After intermission in the cozy cabaret theater that Margie Belrose made out of an old downtown church over 50 years ago, just across from the old brick San Rafael Library, a block from the Victorian Dollar Mansion, Falkirk, now housing the city cultural center, another Pinter two-hander: The Dumb Waiter. 

These two plays together constitute bookends of what Pinter typically does in his plays--a kind of bleak poetry of place--a vague, half-remembered place, or a gritty, too well-known (but nonetheless indistinct) place, with everyday characters populating it, their everyday speech opening up, or coming apart at the seams to reveal their own dislocation; against their attempts at poise or offhandedness, their sense of being lost, even in what at first seemed to be home.  

Gus and Ben are bivouacked in a basement room in the Midlands, early 1950s, having traveled for a job they must perform--and have performed often before. They try to kill time with small talk and petty contention, waiting for the moment to come.
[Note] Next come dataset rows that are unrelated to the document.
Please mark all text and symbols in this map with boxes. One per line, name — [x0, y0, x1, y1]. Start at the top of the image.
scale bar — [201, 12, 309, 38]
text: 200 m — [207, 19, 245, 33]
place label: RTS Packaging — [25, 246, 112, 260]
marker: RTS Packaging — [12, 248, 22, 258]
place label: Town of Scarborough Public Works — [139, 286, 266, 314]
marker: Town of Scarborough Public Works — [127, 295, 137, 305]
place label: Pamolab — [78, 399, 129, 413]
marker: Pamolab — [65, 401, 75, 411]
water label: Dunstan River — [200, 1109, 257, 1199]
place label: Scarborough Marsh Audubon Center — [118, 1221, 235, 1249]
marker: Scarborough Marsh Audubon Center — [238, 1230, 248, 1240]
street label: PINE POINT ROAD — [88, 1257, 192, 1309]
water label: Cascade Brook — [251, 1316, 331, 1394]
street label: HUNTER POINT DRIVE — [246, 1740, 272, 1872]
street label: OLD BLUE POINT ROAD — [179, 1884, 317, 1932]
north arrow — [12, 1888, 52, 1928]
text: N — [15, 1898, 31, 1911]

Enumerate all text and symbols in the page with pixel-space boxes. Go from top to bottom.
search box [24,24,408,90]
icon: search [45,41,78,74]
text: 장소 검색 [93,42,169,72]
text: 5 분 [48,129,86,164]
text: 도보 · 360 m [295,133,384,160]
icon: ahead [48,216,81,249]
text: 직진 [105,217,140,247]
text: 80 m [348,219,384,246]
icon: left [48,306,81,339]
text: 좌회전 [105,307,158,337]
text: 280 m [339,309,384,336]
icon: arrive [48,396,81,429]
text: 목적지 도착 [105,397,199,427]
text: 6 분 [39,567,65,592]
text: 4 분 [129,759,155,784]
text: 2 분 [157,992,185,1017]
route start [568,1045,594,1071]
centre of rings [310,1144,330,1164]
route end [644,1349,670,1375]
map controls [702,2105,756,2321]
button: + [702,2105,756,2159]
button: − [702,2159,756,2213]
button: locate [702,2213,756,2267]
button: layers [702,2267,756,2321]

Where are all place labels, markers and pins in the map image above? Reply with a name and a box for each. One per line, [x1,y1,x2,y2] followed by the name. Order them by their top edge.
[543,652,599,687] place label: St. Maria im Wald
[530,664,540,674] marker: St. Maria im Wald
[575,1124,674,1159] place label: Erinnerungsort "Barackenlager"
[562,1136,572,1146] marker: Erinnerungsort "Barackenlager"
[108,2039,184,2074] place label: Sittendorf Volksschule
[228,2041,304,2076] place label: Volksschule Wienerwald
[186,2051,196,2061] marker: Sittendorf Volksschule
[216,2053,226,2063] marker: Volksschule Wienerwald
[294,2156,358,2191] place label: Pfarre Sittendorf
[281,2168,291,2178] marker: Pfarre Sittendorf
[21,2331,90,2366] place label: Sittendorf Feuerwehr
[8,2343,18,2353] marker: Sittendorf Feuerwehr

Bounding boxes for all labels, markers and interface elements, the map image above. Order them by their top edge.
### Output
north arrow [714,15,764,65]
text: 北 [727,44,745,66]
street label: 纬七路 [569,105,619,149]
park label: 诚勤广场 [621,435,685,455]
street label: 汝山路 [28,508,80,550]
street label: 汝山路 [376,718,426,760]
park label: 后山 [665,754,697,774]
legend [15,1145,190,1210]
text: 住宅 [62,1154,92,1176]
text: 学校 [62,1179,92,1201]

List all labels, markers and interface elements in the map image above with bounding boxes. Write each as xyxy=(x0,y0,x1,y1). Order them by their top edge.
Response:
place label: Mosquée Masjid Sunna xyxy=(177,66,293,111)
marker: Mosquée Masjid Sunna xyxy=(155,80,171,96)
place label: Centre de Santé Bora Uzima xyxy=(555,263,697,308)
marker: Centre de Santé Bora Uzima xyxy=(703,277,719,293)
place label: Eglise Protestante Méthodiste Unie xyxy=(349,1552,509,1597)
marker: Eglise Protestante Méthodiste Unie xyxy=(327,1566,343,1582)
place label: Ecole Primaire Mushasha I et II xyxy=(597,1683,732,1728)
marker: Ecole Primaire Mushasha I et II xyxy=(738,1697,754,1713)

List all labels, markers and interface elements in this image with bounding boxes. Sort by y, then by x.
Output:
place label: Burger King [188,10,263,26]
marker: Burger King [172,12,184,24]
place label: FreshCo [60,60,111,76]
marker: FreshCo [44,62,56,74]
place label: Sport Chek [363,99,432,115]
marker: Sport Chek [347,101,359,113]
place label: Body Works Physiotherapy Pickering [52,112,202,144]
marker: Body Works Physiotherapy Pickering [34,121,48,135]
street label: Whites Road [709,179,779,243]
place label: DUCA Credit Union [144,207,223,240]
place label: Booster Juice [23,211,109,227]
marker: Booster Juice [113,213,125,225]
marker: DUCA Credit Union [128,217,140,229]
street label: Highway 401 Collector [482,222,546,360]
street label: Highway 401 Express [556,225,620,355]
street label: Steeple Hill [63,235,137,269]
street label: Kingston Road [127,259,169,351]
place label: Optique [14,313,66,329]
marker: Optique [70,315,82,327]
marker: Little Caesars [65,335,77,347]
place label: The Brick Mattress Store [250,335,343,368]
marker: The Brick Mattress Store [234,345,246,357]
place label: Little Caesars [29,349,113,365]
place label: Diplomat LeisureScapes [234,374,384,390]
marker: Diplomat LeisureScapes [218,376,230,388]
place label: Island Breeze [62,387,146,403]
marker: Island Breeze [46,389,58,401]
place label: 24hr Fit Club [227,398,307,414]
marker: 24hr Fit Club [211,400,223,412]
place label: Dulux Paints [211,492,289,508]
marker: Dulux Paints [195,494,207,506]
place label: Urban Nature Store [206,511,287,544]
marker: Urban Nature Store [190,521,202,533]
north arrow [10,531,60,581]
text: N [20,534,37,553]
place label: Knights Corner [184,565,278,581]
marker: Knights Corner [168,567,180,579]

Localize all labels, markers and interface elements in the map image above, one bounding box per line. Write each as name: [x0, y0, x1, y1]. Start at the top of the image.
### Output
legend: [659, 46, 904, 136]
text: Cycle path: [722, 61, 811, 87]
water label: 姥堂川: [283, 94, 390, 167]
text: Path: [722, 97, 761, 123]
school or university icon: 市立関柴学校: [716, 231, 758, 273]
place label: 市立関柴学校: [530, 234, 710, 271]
Are they there to intimidate someone, do violence to a stranger? Then a note appears under the door. And by turns all hell breaks loose--though it's the hell of little things, innocuous objects charged with ominous, unclear meaning--and the two partners become a music hall vaudeville team, descending into grotesquely hiarious slapstick ... 

(I remember British publisher John Calder talking about visiting his old client and friend Beckett, who told Calder--who'd first published Pinter--that Pinter had sent him the manuscript of his latest play. "What's it like?" Calder asked. Beckett smiled. "Oh, you know Harold. always the same. menace in a room!" 

It's a proof of the artistry of Pinter's plays and a tribute to them that his heavies, over the years and through many productions, have gradually taken on a kind of patina of charm, some becoming awkwardly likable thugs, hit men you know like an old shoe, a little like the old gangster movies, but at once more realistic in their talk and more stylized, more strangely poetic, the poetry of the banal things in life.)  

Michael Walraven and GreyWolf pair off well as the "boys," the seasoned professionals who're blown away by an unexpected breeze, knocked over by a dandelion floating on it ...  

It's a good taste of Pinter, a satisfying evening of one of our recent geniuses of the stage. 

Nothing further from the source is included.